Physiotherapy should not only prevent pathological movement patterns and “learned non-use” of the affected limb, but also train behavioral aspects. Including active physiotherapy is essential, as passive measures alone are unsuitable to treat CRPS. Immobilization and restriction should be avoided if possible [15]. A special physiotherapy form is the “Exposure In Vivo” (EXP), where fear-inducing activities are first identified and then addressed by repetitive exposure in a protected, therapeutic setting with the aim to reduce the threat value. There is one RCT for a treatment of 17 weeks, which showed less pain and impairment and more function of the affected limb [77]. It is important to note that these exercises should never be performed without consent and understanding of the patient. To address altered central processing, mirror therapy and graded motor imagery (GMI) can normalize the interaction of sensor and motor functions and reduce anxiety in using the affected extremity. For GMI, two RCTs indicated positive results, while the latest multicenter RCT yielded negative results in terms of pain relief [78]. Occupational therapy can be trialed to reduce painful movement patterns, normalize sensibility, and desensitize allodynia-affected areas; two RCTs attest a positive effect on impairment [79, 80].

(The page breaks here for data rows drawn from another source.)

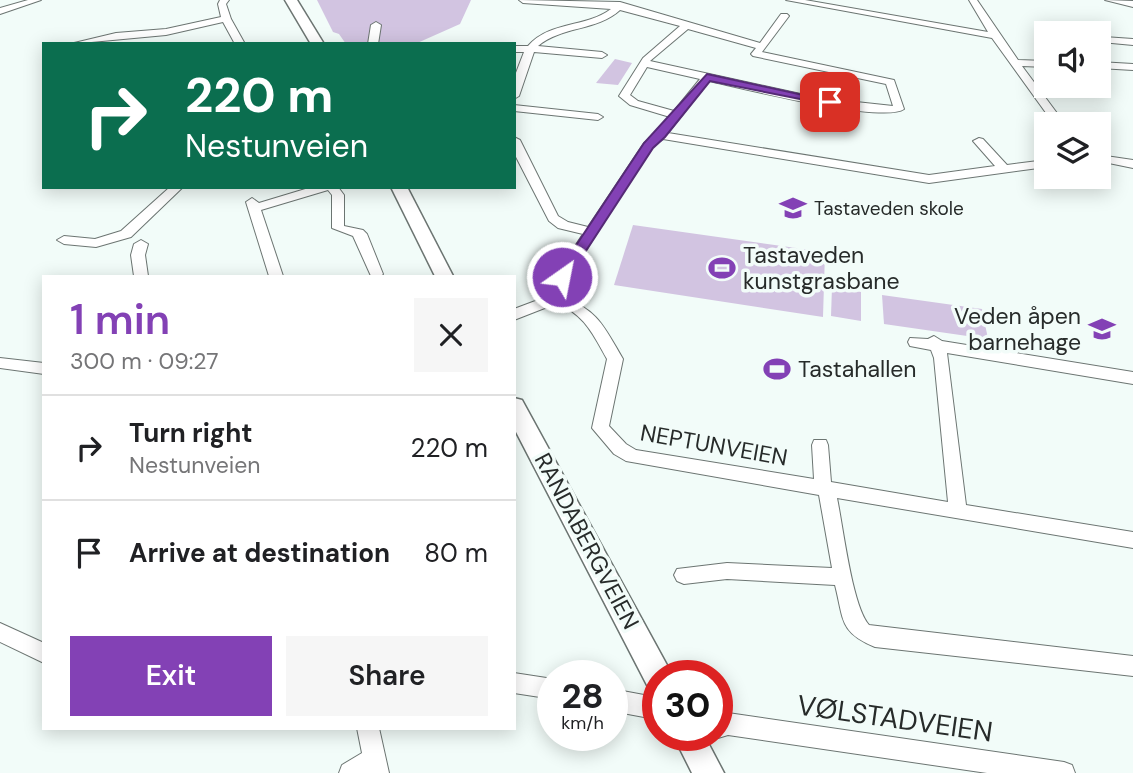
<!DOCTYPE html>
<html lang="en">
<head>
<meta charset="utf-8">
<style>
  :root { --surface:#fff; --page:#f6f6f6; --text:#202124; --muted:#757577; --line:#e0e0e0; --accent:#8341b5 }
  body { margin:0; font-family:"DM Sans",sans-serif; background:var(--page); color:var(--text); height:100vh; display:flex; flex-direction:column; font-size:26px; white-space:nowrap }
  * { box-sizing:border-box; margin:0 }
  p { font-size:23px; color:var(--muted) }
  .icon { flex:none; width:38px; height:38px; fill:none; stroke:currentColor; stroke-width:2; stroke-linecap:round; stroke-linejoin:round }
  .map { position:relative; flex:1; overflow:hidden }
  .sheet { position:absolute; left:42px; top:275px; width:474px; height:455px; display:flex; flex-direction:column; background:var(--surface); border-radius:0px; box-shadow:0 4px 18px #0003 }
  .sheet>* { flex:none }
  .guide { position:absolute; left:42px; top:42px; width:474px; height:147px; border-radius:0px; box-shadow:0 4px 18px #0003; background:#0b6e4f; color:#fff; overflow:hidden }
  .fabs { position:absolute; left:1034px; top:21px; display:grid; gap:14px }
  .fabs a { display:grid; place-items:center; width:77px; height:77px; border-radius:0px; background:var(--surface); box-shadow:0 4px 18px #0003; font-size:35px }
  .speed { position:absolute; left:537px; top:660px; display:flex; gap:14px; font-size:35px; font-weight:700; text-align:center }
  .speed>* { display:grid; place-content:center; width:91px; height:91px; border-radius:50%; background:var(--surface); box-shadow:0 4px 18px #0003; line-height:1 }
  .speed small { font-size:18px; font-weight:400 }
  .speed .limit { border:10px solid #d22; background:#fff; color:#111 }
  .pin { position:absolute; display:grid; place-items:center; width:60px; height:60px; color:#fff; margin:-30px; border-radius:14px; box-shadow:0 4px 10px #0006 }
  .me { position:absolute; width:77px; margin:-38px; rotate:33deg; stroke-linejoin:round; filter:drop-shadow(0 0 5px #0008) }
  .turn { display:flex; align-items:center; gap:24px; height:147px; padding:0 28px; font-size:32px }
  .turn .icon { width:91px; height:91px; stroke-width:2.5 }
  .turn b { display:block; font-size:49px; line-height:60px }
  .round { display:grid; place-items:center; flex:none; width:74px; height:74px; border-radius:0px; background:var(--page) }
  .summary { display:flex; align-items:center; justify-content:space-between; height:119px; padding:0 28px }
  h1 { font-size:42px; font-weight:600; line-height:52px; color:var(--accent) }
  .cta { display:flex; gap:14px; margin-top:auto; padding:14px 28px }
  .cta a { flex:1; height:80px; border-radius:0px; background:var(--accent); color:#fff; font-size:28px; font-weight:600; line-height:80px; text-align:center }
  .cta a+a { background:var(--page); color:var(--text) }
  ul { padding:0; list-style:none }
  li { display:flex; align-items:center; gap:21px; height:105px; padding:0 28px; border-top:2px solid var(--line) }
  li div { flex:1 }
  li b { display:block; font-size:26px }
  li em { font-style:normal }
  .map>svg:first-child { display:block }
  .green { fill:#d2c4e1 }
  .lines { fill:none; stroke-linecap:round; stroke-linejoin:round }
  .street-casing { stroke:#6c7572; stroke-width:2 }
  .secondary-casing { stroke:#6c7572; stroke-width:3 }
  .street { fill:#fff; fill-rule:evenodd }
  .secondary { fill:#fff; fill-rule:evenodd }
  .route { fill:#8341b5; stroke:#552a76; stroke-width:2 }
  .labels { text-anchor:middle; stroke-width:7; stroke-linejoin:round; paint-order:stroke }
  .far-poi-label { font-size:19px; fill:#272b2a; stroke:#f2fcf9; text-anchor:start }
  .poi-label { font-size:23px; fill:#272b2a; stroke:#f2fcf9; text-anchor:start }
  .street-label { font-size:23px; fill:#272b2a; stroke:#f2fcf9 }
  .near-street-label { font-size:28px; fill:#272b2a; stroke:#f2fcf9 }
</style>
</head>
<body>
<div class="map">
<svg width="1133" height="773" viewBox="0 0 1133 773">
  <rect width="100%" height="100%" fill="#f2fcf9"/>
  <g class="green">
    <polygon points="317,0 471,0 460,24 415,44 346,44 339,34 333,32"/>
    <polygon points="615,59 632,63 618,85 596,83"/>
    <polygon points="633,225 825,252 823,317 614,285"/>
    <polygon points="832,287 861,292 861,321 831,316"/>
    <polygon points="882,295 982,309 988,339 884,324"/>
  </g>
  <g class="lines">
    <g class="street-casing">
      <g id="street">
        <polygon points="28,0 41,0 0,14 0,8"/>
        <polygon points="220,0 229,0 226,4 231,19 245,44 235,44 223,22 166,35 70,44 116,33 166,29 221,17 218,4"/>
        <path d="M519,0L620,2L760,43L781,14H787L789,16L762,52L894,80L904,109C883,124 741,88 709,81L668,133L929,175L995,166L973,141L979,138L983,139L1007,165L1046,160V167L929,183L663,139L652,147L564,284L560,295C599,312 602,323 623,359L609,426L626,444L636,450L814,479L812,445L814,440H826L828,445L831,482L948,502L934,358L931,350L910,346L908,342L910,338L928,339L934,336L942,341L1133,372V384L947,353L966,505L1133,532V548L837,498C843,526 852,606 869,625L1133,656V676L875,647C839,632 844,620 835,585L727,579L684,584L677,581L674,575L677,569L727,563L832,568L819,495L626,461L614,454L592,428L607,359C594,336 583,311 555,304L514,320V309L546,297L550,284L583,234L558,228L549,221L514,153V137L520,140L558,216L568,222L588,227L644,143L657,133L670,117L630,105L619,96L643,58L680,26L620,10C597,31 562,26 538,46L602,52L607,55L602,58L534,52L519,96L514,99V78L524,52H514V46H528C549,21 586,28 611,9L523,3ZM688,29L756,48L751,54L753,56L886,84L893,106L819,98L650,61ZM647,67L700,79L674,111L638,101L630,95Z"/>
        <polygon points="786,0 805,0 988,32 969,0 977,0 1018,60 1046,61 1046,67 1022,66 1065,124 1054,124 992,38"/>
        <polygon points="1105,0 1133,1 1133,7"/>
        <polygon points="376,22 381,25 378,44 368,44 371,25"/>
        <polygon points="1104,37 1133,39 1133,45 1101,42 1099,40"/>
        <polygon points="1099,62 1133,64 1133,70 1099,68"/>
        <polygon points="514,105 598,114 603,117 598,120 514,111"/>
        <polygon points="1099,155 1133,160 1133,168 1099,161"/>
        <polygon points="170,187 183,187 131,237 96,247 64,244 57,240 64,236 95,239 121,231"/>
        <polygon points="312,187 338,187 344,195 344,226 363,230 367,234 383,274 381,276 371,276 353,236 332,228 332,195 328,190 261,210 283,276 269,276 246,202 252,198 259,203"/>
        <polygon points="141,240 148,244 145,255 148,276 134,276 131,255 134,244"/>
        <polygon points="0,358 44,363 44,374 0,368"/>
        <polygon points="0,623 44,643 44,663 0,642"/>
        <polygon points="514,673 553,679 553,699 514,693"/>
        <polygon points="612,689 644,695 658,691 658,713 644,717 612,711"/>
        <polygon points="728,713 1064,762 1072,765 1075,773 987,773 728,735 718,738 711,735 718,735 718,716"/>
        <polygon points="357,728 379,728 389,773 339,773 342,765 362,753"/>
      </g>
    </g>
    <g class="secondary-casing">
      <g id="secondary">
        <polygon points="285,0 297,0 324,44 311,44"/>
        <polygon points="391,187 407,187 453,276 435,276"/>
        <polygon points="514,398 522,400 668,667 671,676 658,676 658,691 648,687 514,428"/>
        <polygon points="673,735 704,735 724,773 692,773"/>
      </g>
    </g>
    <use href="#street" class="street"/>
    <use href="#secondary" class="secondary"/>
  </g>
  <polygon class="route" points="707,74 835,102 830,105 710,81 665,137 653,148 567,280 557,280 555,277 644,143"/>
  <defs>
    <g id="school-bare" transform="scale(2.1)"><path d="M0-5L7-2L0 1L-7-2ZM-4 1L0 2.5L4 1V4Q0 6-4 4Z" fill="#8341b5" stroke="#f2fcf9" stroke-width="2.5" paint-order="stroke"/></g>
    <g id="stadium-bare" transform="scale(2.1)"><path d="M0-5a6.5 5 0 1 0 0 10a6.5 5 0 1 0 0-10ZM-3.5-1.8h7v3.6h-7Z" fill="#8341b5" stroke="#f2fcf9" stroke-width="2.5" paint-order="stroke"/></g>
  </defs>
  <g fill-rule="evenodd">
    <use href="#school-bare" x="793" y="208"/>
    <use href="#stadium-bare" x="722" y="268"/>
    <use href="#school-bare" x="1102" y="329"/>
    <use href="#stadium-bare" x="777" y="369"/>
  </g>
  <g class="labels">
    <g class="far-poi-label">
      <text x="814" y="215">Tastaveden skole</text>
    </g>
    <g class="poi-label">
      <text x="743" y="263">Tastaveden<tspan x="743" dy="26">kunstgrasbane</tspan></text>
      <text x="1081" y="324" text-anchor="end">Veden åpen<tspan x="1081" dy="26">barnehage</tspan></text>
      <text x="798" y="377">Tastahallen</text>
    </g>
    <g class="street-label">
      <text transform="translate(714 445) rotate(10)" y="8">NEPTUNVEIEN</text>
      <text transform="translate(587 541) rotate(62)" y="8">RANDABERGVEIEN</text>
    </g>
    <g class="near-street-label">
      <text transform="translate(895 718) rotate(8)" y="10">VØLSTADVEIEN</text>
    </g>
  </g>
</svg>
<div class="fabs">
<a><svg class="icon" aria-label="sound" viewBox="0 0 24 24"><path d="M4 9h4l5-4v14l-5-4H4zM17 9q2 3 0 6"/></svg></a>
<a><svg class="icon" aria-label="layers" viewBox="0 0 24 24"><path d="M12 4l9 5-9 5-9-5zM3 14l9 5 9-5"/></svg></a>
</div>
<div class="speed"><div>28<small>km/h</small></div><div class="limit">30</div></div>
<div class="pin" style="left:830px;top:102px;background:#d93025"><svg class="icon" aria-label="arrive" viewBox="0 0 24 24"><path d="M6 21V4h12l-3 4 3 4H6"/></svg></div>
<svg class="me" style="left:562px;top:277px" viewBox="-20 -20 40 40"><circle r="17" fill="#8341b5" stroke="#fff" stroke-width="3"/><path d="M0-11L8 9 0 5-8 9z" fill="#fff"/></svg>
<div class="guide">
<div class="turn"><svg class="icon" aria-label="right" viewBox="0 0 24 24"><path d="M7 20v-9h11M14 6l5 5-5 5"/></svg><div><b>220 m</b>Nestunveien</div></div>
</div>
<section class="sheet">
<div class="summary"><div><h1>1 min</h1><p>300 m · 09:27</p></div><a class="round"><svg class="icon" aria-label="close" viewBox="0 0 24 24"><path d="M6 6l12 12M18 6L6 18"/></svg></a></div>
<ul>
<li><svg class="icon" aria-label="right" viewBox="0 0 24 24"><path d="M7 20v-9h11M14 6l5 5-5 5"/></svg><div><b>Turn right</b><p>Nestunveien</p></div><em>220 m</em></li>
<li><svg class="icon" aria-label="arrive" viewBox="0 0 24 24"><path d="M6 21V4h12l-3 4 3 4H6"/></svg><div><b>Arrive at destination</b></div><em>80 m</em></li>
</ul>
<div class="cta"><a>Exit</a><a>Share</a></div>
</section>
</div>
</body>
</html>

Psychotherapy aims at treating psychiatric comorbidities, reduce anxiety, and promote relaxation and imagination techniques. Further goals are to improve body perception and self-awareness. Since CRPS is “complex” in nature, patients (and sometimes healthcare providers) can feel overwhelmed with diagnosis and treatment. It is important to emphasize that the illness is not psychogenic, but that educational aspects and self-empowerment must be addressed [81]. It is crucial to enable patients to reframe their own participation in active rehabilitation and reverse dysfunctional behavior or catastrophizing. For CRPS, there are few specific studies of cognitive behavioral therapy, but one study of a small cohort of six patients was able to demonstrate normalization of somatosensory cortices, pain reduction, and improvement in tactile discrimination [82].